Qui l’eût cru, quand on sait que le débiteur est un des proches parmi les proches du président Lansana Conté ? Cette affaire vient confirmer qu’en réalité, El Hadji doit à l’Etat malgré ses multiples dénégations d’il y a seulement quelques mois.

On savait pourtant que tôt ou tard, ce problème allait être posé sur la table. Ce qui surprend ici, c’est la diligence et la raideur avec lesquelles Conakry a décidé de traiter ce dossier.

Mais en fait, plus qu’un problème juridico-financier, cette affaire est sans doute la résultante d’un combat de positionnement politique sans merci que se livrent les différents cercles d’influence autour du chef de l’Etat.

On a généralement parlé de trois clans : celui de Fodé Bangoura, secrétaire général de la présidence et coordonnateur de l’action gouvernementale ; celui d’Aboubacar Somparé, président de l’Assemblée nationale, et enfin celui de Mamadou Sylla, opérateur économique.

A l’évidence, le grand vainqueur de cette guerre de positionnement est le clan Fodé Bangoura qui, après avoir laminé celui de Somparé, mis sous éteignoir l’ex-Premier ministre Dallein Diallo, s’en prend maintenant au clan Sylla.

Conté a-t-il quelque chose à voir dans ces déboires de Sylla ? On ne peut jurer de rien.
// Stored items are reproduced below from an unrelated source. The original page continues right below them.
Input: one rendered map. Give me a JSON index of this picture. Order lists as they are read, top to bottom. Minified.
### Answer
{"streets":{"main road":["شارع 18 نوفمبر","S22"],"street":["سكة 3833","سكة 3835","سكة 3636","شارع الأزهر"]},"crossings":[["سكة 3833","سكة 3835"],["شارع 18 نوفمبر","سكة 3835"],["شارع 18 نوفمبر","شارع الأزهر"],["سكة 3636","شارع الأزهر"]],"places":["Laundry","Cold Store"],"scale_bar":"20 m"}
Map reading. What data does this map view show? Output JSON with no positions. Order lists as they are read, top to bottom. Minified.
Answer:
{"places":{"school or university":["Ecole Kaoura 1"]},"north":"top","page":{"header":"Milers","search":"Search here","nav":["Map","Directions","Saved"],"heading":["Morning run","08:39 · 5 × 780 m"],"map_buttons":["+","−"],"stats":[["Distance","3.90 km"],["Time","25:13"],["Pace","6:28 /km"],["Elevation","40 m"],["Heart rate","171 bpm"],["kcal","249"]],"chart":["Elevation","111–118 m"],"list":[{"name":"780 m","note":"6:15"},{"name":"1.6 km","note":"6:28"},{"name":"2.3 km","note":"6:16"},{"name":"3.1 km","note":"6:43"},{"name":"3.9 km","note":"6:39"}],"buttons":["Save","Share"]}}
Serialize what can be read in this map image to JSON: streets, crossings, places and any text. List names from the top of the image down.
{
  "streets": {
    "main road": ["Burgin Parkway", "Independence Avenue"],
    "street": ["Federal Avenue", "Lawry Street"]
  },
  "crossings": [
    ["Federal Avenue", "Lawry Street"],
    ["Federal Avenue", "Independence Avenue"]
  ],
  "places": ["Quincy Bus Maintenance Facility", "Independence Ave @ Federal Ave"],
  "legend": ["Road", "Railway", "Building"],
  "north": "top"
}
Mais on peut supposer qu’il y est mêlé d’une manière ou d’une autre, car, quelque part, il est évident que rien de fâcheux, surtout du côté judiciaire, ne peut arriver à une personnalité de l’envergure de Sylla sans que le chef de l’Etat n’ait donné son quitus.

Et cela, l’homme d’affaires le sait et c’est pour ça qu’au fond de lui-même, il doit bien se dire que le premier magistrat de la Guinée est ingrat.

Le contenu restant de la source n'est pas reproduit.